The Power of Asana: Learning How to Be Present

Well the last two weeks have been extremely productive; I’ve really embraced Niyama and Yama and noticed the significant changes in my life.  My body and mind actually feels lighter.  Most of the things that I’ve been doing have been fairly simple:

1)   Doing things now instead of later (focusing on the present)

2)   Eliminating excess (I’m still eliminating at least a garbage bag a day, yes, I have way too much stuff).

3)   Waking up with gratitude (saying thank you, taking the time to reflect and recognize)

4)   Maintaining a clean body (recognizing the power and energy that food has and embracing the most natural sources).

These are just some of the changes that I’ve been incorporating in my life and it’s amazing how the simple practice of reflection is transforming.

Last week, I began some research into the third limb of yoga, asana.

Most people that think about yoga, focus on the third limb of Patanjali’s Yoga Sutra: asana.  This week, I’m going to take the time not only to practice my asana’s on a daily basis but also to take the time to reflect on the purpose of these postures.

In my research, I had a few questions that I wanted to answer.  First of all, if ashatanga is intended to be an 8 limbed path, why is there so much focus on this third limb?  And are we maintaining Patanjali’s original purpose with our asanas?

For Patanjali, the main purpose of an asana was to prepare our bodies for meditation.

The asana’s do this in several ways:

1)   Creating supple, flexible, bodies

2)   Developing the breath

3)   Developing control of the body

4)   Developing personal awareness

5)   Focusing on being present (in the moment).

It makes sense, for the true purpose of yoga was not about twisting our body into strange, challenging postures but to:

1)   Recognize the strength and power that our body provides us

2)   Learning how to control the body

3)   Maintain the body’s health: healthy body means a healthy mind

On my research journey, I came across this magnificent article that reflects on the purpose of the asana.  In the article, the author emphasized the truth the behind the asanas with this eloquent phrase: “In truth it matters little how far you can bend forward or how far you can twist, for wherever the point of resistance lies is the place where you have the greatest opportunity to learn and to change.”

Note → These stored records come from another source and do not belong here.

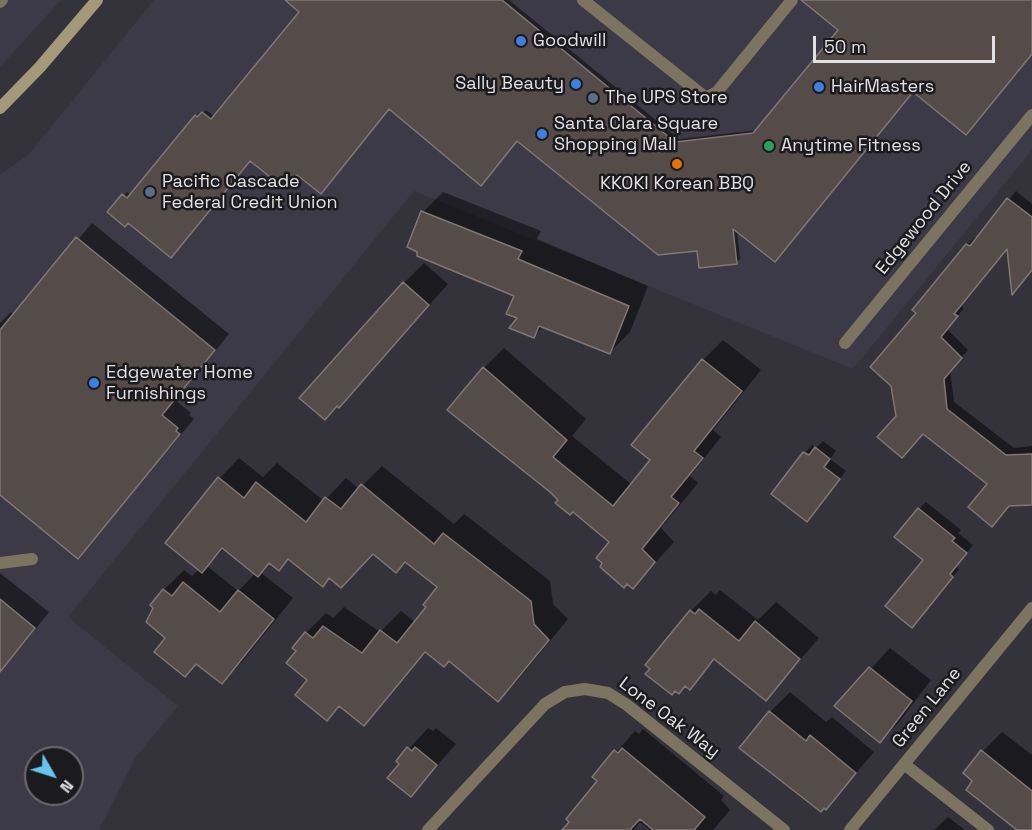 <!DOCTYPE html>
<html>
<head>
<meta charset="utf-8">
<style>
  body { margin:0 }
  #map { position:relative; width:1032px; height:830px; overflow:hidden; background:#34323a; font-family:"Space Grotesk",sans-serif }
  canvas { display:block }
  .north { position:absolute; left:24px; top:746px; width:60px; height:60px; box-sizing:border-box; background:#1b1b1e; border:2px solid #6a6a6e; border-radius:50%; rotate:129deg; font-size:16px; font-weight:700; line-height:24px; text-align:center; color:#e1e0e5 }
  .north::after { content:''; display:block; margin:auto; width:21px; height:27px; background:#67c4ef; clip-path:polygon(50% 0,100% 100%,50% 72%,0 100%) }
  .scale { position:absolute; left:813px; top:36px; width:182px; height:27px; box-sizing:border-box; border:3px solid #e1e0e5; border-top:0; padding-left:8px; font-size:18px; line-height:21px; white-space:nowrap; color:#e1e0e5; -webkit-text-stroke:4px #1b1b1e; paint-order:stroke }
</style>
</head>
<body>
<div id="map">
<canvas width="1032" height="830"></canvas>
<div class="north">N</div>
<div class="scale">50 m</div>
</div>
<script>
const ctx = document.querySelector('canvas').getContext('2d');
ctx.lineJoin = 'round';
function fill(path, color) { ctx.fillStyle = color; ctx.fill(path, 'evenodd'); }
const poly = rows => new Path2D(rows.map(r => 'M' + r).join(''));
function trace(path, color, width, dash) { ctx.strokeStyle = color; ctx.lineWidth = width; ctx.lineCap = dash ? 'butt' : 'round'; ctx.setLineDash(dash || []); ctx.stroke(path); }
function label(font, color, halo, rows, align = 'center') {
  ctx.font = font + ' "Space Grotesk",sans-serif'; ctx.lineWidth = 5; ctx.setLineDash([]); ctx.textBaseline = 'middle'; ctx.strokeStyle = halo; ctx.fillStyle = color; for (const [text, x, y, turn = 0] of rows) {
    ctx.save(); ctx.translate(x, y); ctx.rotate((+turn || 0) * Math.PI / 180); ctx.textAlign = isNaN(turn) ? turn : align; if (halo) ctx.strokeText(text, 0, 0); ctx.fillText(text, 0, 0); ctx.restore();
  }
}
fill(poly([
  [0,0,61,0,0,67],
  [154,0,1032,0,1032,150,853,369,414,191,68,617,178,706,135,758,99,830,0,830,0,175,29,154],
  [36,758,72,758,72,794,36,794]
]), '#3d3a48');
fill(poly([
  [295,0,509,0,679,139,758,130,840,29,820,0,1032,0,1032,52,913,90,737,230,740,259,736,263,698,249,517,140,389,107,297,173,250,159,128,221,109,212,127,192,131,195,199,113,201,115,206,110,215,117,301,11],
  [1016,191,1032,204,1032,270,1013,292,1008,247,961,306,964,308,947,329,968,350,950,370,954,402,1014,448,1032,446,1032,504,1010,505,990,484,924,432,897,416,918,312,915,310,967,245,975,237,977,239],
  [443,192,541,231,537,239,648,286,630,332,610,352,543,326,534,336,519,318,516,295,423,212],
  [92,223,229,334,175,400,191,413,189,415,194,419,78,557,0,493,0,323,11,312,14,315],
  [424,263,448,284,345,398,404,283],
  [723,340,761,370,713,430,721,437,690,476,698,483,661,528,674,542,633,587,611,542,560,500,484,368,504,348,586,419,572,436,632,485,653,460,633,444,703,360],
  [823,441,836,451,830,459,846,471,807,520,773,494,805,453,812,445,816,448],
  [239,458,263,477,277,463,324,501,346,478,359,489,382,466,454,524,464,514,550,581,553,604,568,619,518,680,498,700,449,660,427,651,364,724,341,705,327,719,298,650,294,647,306,633,326,613,333,618,344,607,380,632,401,611,416,623,440,587,406,561,374,553,330,577,322,585,290,558,279,569,270,562,260,572,293,598,242,662,222,682,197,663,185,675,167,638,164,590,184,570,192,576,199,569,167,543,220,478],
  [225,548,256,573,238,591,207,566],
  [926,502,961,530,958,533,973,545,956,566,959,569,919,618,925,560,919,509],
  [0,573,49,612,0,673],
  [720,590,758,620,776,602,819,638,766,699,716,659,690,688,648,665,691,611,711,591,716,595],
  [890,648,931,680,900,721,880,741,836,706],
  [790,692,826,722,832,717,874,752,826,808,770,712],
  [428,728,433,731,436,728,456,744,411,795,401,763,398,761],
  [643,729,724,796,721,800,730,810,713,830,650,830,640,822,634,830,564,830,599,781,594,777,635,731,639,734],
  [1002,732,1032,755,1032,830,1019,830,974,781,982,752],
  [948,817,965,830,934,830]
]), '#0007');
const building = poly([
  [285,0,502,0,675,142,753,133,838,30,801,0,1032,0,1032,54,966,135,913,92,775,262,733,229,737,264,699,268,697,251,658,255,517,141,481,186,389,109,321,194,297,175,284,188,250,161,171,258,128,223,125,227,107,212,122,194,127,198,195,115,197,117,202,112,211,119,299,12,285,0],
  [1007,198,1032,217,1032,270,1012,295,1007,249,954,314,958,316,941,337,962,358,944,379,947,409,1006,455,1032,454,1032,505,1009,506,992,527,968,507,987,484,923,434,902,458,877,437,896,416,891,386,870,367,916,313,912,310,966,244,970,246,1007,198],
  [421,211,522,251,518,259,629,306,610,354,539,326,534,338,509,328,517,318,506,314,514,296,417,256,417,252,407,247,421,211],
  [76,237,215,350,162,415,178,428,176,431,180,434,78,559,0,495,0,330,76,237],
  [403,282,429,305,339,408,337,406,325,420,299,398,403,282],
  [702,359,742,391,694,451,703,458,671,497,679,503,642,549,655,562,633,589,627,584,624,588,600,567,602,563,596,558,609,542,573,512,570,515,555,503,558,500,550,492,447,410,483,367,567,440,553,457,613,506,650,460,631,445,702,359],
  [815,447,830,459,824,467,840,479,807,522,771,494,803,452,809,455,815,447],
  [218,477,244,498,256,482,306,522,325,497,341,509,361,484,434,544,443,533,531,601,534,624,549,640,498,702,449,661,444,667,425,652,364,726,339,706,327,721,295,695,307,680,286,663,296,651,292,648,305,632,313,638,323,626,362,653,380,630,397,643,426,607,423,605,437,587,405,562,396,573,373,554,341,588,329,578,323,587,288,559,279,571,269,563,258,577,222,548,202,573,165,543,218,477],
  [918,508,955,538,952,541,967,553,950,574,953,577,912,628,885,606,923,560,894,537,918,508],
  [183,582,220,612,238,590,274,619,222,684,196,664,185,677,154,652,165,638,146,622,153,608,150,605,163,589,172,596,183,582],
  [0,599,35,628,0,672,0,599],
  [699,609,739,641,755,621,800,659,766,701,714,659,690,690,685,686,679,694,675,691,672,695,645,674,650,669,645,665,690,610,695,614,699,609],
  [869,667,912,701,880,743,834,706,869,667],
  [769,711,806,741,810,735,856,773,826,810,824,808,821,812,739,748,769,711],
  [407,747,412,751,415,747,437,765,411,797,387,778,399,764,396,761,407,747],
  [622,748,705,817,694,830,653,830,640,819,630,830,562,830,569,822,566,819,597,781,592,777,614,750,618,753,622,748],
  [981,750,1032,791,1032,830,1017,830,966,790,972,781,963,773,981,750]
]);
fill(building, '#554c4a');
trace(building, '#807674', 1.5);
trace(poly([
  [583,0,706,98,717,92,792,0],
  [0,2,2,0],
  [0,563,32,559]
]), '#7c7460', 12);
trace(poly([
  [845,343,1032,115],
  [904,764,988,830],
  [428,830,545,704,565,692,585,689,608,693,627,705,784,830],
  [850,830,1032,608]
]), '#7c7460', 12);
trace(poly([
  [0,108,40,67,97,0]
]), '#a49978', 12);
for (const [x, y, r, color] of [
  [521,41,6,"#3f7fe0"],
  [576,84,6,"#3f7fe0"],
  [819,87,6,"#3f7fe0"],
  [593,98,6,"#5c6f8a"],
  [542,134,6,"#3f7fe0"],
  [769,146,6,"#2e9e5b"],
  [677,164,6,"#e8710a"],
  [150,192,6,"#5c6f8a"],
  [94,383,6,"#3f7fe0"]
]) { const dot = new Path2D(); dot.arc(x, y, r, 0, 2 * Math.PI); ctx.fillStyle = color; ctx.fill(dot); trace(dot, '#1b1b1e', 2); }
label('18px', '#e1e0e5', '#1b1b1e', [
  ["Goodwill",533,41],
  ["Sally Beauty",564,84,"right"],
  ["HairMasters",831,87],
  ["The UPS Store",605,98],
  ["Santa Clara Square",554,124],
  ["Shopping Mall",554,145],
  ["Anytime Fitness",781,146],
  ["Pacific Cascade",162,182],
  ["Federal Credit Union",162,203],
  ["KKOKI Korean BBQ",677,184,"center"],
  ["Edgewater Home",106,373],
  ["Furnishings",106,394]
], 'left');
label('18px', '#e1e0e5', '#1b1b1e', [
  ["Edgewood Drive",924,218,-51],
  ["Green Lane",927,708,-51],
  ["Lone Oak Way",669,718,37]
]);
</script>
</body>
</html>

I loved this phrase so much that I have posted it in my office where I often practice yoga and write.  I think this is an incredibly beautiful and honest way of looking at the intent of this third limb.

This week I’m going to work on focusing inward, not comparing to each other or even myself, but simply reflecting on how my body is now in each asana.  It is so important to learn how to be present.  Yesterday, I was wandering through my town and there was a quote on a church wall talking about how “being present is a gift.”

Yoga is also a gift that we give to ourselves and to each other.  The asanas will help us embrace the strength and beauty in our own bodies and realize that each day our bodies will be different. By practicing the asanas, we help strengthen this connection between our mind and bodies.

For Patanjali, the main purpose of the Asanas (the third limb) was to prepare our bodies and minds for the next 5 limbs of ashatanga.  The asana’s served a greater purpose, than strictly maintaing a healthy body and mind.  This week, I’m going to try to remember, that the original intent of the asana was to strengthen our body so that our mind could focus and meditate.  The postures are not about getting to that next physical level but about transcending our physical needs to reach the greater goal of spiritual and mental awareness.